Este contexto se agrava cuando son las personas más vulnerables, desde el punto de vista económico, quienes sufren las peores arbitrariedades.

Además de líderes y defensores, las cárceles están sobre todo pobladas por jóvenes de orígenes modestos que no tuvieron recursos para procurarse una defensa legal justa. Son el eslabón más frágil de la cadena y por eso están tras las rejas.

Hasta muy recientemente la autoridad se pavoneaba presumiendo su eficacia para encarcelar mexicanos. Los bonos otorgados a la policía se fijan todavía en función del número de detenidos, sin importar la veracidad o la legalidad de los delitos supuestamente cometidos por esas personas.

Esos operadores de la Justicia mexicana no suelen poner en riesgo su empleo y, por tanto, para obtener tales estímulos persiguen a quienes saben que no podrán sobrevivir la arbitrariedad.

Si bien existen datos sólidos a propósito de los defensores y líderes sociales perseguidos, no hay una base similar que permita determinar el número de personas privadas ilegalmente de su libertad por razones socioeconómicas.

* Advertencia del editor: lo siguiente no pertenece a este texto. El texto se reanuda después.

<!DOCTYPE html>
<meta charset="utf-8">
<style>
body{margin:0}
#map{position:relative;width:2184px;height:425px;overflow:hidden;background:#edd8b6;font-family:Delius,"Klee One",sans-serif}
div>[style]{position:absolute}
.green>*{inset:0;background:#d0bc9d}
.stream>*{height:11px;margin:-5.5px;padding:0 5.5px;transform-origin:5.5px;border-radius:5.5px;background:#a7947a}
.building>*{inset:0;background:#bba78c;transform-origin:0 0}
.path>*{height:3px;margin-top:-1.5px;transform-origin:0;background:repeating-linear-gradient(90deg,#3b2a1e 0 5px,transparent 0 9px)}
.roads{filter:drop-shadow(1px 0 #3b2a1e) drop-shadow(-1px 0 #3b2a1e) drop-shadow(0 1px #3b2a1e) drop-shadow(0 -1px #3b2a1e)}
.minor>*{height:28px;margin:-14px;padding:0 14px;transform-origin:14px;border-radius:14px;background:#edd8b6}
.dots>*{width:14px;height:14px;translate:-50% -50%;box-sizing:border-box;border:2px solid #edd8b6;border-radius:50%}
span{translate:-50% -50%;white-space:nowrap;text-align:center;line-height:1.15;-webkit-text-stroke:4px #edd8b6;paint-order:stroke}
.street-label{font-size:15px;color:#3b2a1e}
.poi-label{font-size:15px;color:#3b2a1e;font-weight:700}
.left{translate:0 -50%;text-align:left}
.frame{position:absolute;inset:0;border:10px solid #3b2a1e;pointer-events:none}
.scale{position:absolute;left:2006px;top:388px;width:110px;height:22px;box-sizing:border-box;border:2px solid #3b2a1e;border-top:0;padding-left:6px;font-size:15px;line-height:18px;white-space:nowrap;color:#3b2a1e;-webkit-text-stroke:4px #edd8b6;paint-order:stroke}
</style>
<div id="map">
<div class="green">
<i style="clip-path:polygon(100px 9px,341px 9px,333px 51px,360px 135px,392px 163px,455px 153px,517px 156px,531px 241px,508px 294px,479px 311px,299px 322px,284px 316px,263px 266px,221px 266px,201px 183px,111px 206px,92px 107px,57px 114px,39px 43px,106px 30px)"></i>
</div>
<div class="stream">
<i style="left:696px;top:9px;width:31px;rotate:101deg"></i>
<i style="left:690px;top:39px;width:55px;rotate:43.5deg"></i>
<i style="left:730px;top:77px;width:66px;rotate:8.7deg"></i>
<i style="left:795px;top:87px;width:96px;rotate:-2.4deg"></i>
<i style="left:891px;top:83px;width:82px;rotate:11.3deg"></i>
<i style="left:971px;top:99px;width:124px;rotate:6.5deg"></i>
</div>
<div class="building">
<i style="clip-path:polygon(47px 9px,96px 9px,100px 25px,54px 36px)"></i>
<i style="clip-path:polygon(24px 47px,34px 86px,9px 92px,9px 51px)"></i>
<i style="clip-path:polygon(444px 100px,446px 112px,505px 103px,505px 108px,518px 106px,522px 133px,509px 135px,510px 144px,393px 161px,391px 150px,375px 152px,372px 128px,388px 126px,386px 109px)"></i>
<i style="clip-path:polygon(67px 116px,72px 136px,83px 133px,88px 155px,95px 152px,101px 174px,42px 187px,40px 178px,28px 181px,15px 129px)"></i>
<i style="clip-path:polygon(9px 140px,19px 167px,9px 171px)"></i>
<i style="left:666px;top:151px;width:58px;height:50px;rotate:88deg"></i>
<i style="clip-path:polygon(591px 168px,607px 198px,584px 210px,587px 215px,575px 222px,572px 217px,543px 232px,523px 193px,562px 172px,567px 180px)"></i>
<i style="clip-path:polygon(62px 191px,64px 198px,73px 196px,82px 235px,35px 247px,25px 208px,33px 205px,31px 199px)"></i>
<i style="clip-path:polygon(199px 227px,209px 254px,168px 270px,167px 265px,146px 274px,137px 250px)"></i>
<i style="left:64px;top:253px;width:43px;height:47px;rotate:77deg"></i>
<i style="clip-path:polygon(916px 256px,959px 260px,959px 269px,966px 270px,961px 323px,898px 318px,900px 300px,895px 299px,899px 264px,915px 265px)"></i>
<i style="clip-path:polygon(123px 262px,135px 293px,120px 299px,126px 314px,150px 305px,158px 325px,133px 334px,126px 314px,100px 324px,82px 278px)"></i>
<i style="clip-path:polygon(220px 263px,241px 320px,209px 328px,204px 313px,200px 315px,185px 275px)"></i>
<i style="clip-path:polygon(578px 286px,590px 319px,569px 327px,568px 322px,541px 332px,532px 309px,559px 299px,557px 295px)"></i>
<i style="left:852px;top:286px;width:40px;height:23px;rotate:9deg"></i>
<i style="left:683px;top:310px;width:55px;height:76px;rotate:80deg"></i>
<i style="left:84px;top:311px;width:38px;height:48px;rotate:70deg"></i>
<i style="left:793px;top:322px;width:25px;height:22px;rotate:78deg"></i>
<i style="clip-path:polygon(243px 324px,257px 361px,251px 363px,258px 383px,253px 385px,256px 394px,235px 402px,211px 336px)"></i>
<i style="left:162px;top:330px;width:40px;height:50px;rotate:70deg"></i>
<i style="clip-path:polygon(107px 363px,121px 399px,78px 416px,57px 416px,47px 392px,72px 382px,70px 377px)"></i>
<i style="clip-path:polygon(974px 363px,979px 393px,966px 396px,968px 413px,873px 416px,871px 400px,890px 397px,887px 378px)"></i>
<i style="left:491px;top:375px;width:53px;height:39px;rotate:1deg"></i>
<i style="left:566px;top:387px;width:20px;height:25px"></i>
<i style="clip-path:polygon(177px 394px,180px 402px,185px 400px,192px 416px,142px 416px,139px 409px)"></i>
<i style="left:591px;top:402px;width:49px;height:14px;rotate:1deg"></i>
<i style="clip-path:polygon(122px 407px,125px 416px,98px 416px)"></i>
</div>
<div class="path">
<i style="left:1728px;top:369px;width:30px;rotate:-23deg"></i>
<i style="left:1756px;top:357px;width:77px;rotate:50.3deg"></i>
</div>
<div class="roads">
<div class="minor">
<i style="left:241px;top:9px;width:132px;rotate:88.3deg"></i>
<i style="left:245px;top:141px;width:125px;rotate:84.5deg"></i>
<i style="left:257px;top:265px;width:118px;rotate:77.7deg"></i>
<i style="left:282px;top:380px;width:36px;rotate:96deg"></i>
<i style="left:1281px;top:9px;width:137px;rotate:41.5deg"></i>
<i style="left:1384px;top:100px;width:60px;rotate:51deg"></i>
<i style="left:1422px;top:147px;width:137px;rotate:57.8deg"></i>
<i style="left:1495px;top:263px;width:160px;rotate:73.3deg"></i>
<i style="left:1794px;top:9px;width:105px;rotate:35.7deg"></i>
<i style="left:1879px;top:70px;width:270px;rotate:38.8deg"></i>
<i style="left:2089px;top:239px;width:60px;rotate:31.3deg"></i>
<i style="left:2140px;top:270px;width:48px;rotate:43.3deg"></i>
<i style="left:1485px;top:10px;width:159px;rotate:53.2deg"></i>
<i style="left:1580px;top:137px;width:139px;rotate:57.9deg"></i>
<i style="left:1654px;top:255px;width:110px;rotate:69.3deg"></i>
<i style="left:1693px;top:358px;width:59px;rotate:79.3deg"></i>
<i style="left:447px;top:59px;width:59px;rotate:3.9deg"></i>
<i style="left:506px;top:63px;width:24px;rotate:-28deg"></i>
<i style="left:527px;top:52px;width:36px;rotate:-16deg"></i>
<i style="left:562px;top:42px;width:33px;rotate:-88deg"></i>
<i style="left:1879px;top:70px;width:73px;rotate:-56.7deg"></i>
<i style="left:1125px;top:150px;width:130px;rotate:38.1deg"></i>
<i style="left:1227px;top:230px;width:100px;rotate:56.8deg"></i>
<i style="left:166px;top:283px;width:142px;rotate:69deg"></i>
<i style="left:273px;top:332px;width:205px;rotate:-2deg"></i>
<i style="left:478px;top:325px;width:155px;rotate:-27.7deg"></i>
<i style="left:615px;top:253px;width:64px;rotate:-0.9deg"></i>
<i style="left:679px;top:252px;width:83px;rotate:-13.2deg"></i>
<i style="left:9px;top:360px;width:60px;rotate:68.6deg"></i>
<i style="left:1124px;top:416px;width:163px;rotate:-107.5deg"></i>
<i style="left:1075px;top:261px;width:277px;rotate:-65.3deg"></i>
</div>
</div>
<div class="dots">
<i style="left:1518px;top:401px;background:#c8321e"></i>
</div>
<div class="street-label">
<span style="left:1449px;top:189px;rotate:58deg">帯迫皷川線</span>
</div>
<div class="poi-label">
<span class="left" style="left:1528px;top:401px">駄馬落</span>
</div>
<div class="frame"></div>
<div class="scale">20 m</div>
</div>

Sin embargo, es común escuchar dentro de las cárceles mexicanas que la mitad de los presos del orden común son inocentes respecto del delito por el que fueron sometidos a proceso penal.

La Justicia mexicana discrimina por tres motivos: ideas políticas, desafío a los poderes arbitrarios y pobreza socioeconómica. Se trata de uno de los rasgos más autoritarios de nuestro sistema político. Es falso que haya diferencia entre la justicia federal y la local. Cada una en su ámbito exhibe síntomas similares.

Por tal contexto es que resulta alentador que la secretaria de Gobernación, Olga Sánchez Cordero, haya anunciado este martes la instalación de una mesa especial para la revisión de los casos de las personas privadas injustamente de su libertad y también que el presidente Andrés Manuel López Obrador haya declarado que durante su gobierno ningún ciudadano será perseguido por la justica federal debido a su postura política o su forma de pensar.

Zoom: El día en que la política se subordine a la justicia, México estrenará un nuevo régimen. Pero para lograrlo, primero tendríamos que modificar el sistema operativo con el que se ejecuta la política criminal, así como los criterios e incentivos que rigen la conducta de policías, ministerios públicos, jueces y autoridades carcelarias.